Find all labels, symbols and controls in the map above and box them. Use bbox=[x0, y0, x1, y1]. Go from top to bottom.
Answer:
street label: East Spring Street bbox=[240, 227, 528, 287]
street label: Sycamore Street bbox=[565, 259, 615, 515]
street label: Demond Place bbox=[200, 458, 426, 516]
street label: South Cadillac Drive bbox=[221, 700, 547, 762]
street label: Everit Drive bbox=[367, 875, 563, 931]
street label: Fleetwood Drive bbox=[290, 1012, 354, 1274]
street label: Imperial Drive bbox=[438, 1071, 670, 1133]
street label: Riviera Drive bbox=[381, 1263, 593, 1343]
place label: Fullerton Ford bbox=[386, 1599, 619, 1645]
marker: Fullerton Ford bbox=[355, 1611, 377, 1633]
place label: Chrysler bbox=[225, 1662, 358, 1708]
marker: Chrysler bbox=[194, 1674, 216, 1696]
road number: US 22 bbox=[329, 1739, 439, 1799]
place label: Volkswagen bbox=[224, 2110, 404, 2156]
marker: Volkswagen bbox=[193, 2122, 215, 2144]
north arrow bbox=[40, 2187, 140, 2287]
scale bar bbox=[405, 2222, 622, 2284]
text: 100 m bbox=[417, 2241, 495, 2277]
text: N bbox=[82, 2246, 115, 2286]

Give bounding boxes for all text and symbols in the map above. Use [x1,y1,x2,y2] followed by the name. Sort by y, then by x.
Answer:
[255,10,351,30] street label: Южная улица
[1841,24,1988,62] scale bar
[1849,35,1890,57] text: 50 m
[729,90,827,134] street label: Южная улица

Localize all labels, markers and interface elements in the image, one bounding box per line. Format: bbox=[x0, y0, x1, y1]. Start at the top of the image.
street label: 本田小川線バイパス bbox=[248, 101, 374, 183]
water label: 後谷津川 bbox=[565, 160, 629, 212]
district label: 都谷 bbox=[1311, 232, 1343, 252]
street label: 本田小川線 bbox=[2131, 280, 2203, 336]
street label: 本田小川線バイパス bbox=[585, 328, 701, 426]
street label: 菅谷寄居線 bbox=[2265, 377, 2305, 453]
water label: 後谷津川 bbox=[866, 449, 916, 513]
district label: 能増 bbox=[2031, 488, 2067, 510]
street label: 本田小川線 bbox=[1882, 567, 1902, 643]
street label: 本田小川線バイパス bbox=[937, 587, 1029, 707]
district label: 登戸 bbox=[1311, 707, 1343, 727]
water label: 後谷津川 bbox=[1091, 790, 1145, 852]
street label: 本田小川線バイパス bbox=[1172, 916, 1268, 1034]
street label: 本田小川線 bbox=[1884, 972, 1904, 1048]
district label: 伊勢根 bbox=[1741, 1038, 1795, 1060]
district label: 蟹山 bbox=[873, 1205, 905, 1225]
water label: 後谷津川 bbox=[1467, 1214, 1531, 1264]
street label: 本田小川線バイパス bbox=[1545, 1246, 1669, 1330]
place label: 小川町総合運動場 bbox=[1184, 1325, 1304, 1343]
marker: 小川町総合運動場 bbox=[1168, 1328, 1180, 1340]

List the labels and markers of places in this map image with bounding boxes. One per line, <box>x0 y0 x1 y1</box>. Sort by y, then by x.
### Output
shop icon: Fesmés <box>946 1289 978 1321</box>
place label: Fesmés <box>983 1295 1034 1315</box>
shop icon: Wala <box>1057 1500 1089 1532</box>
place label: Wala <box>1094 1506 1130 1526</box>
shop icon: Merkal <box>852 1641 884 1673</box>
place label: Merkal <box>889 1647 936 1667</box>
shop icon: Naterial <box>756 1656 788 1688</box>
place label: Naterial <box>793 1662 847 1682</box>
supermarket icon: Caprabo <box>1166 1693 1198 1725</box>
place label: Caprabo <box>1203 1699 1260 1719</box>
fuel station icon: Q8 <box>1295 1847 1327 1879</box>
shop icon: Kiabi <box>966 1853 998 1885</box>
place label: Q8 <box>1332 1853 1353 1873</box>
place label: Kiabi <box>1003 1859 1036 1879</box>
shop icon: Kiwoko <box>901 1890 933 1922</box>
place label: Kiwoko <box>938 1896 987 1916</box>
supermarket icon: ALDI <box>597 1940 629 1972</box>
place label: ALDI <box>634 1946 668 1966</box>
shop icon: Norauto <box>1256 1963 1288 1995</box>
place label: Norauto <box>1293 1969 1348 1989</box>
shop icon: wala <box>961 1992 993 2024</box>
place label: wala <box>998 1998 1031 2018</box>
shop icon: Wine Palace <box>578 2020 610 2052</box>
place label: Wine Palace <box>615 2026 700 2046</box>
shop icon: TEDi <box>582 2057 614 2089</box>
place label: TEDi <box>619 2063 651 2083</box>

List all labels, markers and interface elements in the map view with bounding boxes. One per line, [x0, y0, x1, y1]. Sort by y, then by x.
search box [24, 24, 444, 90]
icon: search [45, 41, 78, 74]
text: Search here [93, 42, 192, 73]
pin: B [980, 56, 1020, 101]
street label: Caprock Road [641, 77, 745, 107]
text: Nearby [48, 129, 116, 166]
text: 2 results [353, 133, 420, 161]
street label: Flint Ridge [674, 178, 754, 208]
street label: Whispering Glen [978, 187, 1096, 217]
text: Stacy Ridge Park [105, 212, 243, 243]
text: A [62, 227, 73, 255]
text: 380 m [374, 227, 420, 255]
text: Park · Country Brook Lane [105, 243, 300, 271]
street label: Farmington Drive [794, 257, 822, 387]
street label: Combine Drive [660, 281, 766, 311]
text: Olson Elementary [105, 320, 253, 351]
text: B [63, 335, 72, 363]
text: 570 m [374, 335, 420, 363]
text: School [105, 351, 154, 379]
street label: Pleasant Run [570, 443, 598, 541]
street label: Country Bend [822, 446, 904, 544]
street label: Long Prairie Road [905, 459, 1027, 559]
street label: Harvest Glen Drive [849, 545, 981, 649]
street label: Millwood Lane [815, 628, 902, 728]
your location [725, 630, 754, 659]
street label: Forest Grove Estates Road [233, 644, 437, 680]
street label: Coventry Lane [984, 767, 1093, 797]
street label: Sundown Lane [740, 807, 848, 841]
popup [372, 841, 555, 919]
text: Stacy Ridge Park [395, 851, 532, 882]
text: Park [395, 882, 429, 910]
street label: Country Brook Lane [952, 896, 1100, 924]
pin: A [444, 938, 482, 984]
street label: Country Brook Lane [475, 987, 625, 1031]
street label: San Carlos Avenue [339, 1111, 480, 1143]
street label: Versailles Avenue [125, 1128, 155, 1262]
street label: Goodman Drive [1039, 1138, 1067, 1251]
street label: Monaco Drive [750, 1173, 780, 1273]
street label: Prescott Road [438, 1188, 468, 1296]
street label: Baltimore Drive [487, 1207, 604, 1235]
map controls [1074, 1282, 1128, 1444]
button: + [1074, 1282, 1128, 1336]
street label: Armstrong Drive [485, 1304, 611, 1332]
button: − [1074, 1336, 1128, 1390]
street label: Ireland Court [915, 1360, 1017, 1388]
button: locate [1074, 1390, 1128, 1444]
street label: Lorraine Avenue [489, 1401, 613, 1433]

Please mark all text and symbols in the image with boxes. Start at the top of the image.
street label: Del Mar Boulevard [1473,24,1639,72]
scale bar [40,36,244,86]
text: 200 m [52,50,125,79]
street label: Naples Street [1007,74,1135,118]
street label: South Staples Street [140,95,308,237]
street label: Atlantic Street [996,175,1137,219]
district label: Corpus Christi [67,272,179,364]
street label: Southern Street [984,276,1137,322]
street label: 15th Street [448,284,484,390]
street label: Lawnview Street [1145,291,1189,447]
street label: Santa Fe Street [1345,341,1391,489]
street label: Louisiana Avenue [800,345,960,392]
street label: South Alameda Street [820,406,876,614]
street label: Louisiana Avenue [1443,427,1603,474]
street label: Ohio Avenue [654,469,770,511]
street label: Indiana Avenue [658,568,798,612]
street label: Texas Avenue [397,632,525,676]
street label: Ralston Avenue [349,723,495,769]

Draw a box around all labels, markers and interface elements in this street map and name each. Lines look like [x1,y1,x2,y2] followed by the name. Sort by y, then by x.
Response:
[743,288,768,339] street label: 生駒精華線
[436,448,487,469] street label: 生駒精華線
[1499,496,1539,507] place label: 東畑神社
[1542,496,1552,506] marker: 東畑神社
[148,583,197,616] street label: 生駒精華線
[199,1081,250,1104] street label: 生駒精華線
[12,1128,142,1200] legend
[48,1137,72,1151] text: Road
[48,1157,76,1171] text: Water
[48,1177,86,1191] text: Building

* * * *

### PROBLEM REQUIREMENTS
Find the line that contains "Please mark all". Restate it and all lines after it exactly, ending with the final line of the data.

### RESULT OF THE EXERCISE
Please mark all text and symbols in the image with boxes. Start at the top of the image.
street label: Del Mar Boulevard [1473,24,1639,72]
scale bar [40,36,244,86]
text: 200 m [52,50,125,79]
street label: Naples Street [1007,74,1135,118]
street label: South Staples Street [140,95,308,237]
street label: Atlantic Street [996,175,1137,219]
district label: Corpus Christi [67,272,179,364]
street label: Southern Street [984,276,1137,322]
street label: 15th Street [448,284,484,390]
street label: Lawnview Street [1145,291,1189,447]
street label: Santa Fe Street [1345,341,1391,489]
street label: Louisiana Avenue [800,345,960,392]
street label: South Alameda Street [820,406,876,614]
street label: Louisiana Avenue [1443,427,1603,474]
street label: Ohio Avenue [654,469,770,511]
street label: Indiana Avenue [658,568,798,612]
street label: Texas Avenue [397,632,525,676]
street label: Ralston Avenue [349,723,495,769]

Draw a box around all labels, markers and interface elements in this street map and name each. Lines look like [x1,y1,x2,y2] followed by the name. Sort by y, then by x.
Response:
[743,288,768,339] street label: 生駒精華線
[436,448,487,469] street label: 生駒精華線
[1499,496,1539,507] place label: 東畑神社
[1542,496,1552,506] marker: 東畑神社
[148,583,197,616] street label: 生駒精華線
[199,1081,250,1104] street label: 生駒精華線
[12,1128,142,1200] legend
[48,1137,72,1151] text: Road
[48,1157,76,1171] text: Water
[48,1177,86,1191] text: Building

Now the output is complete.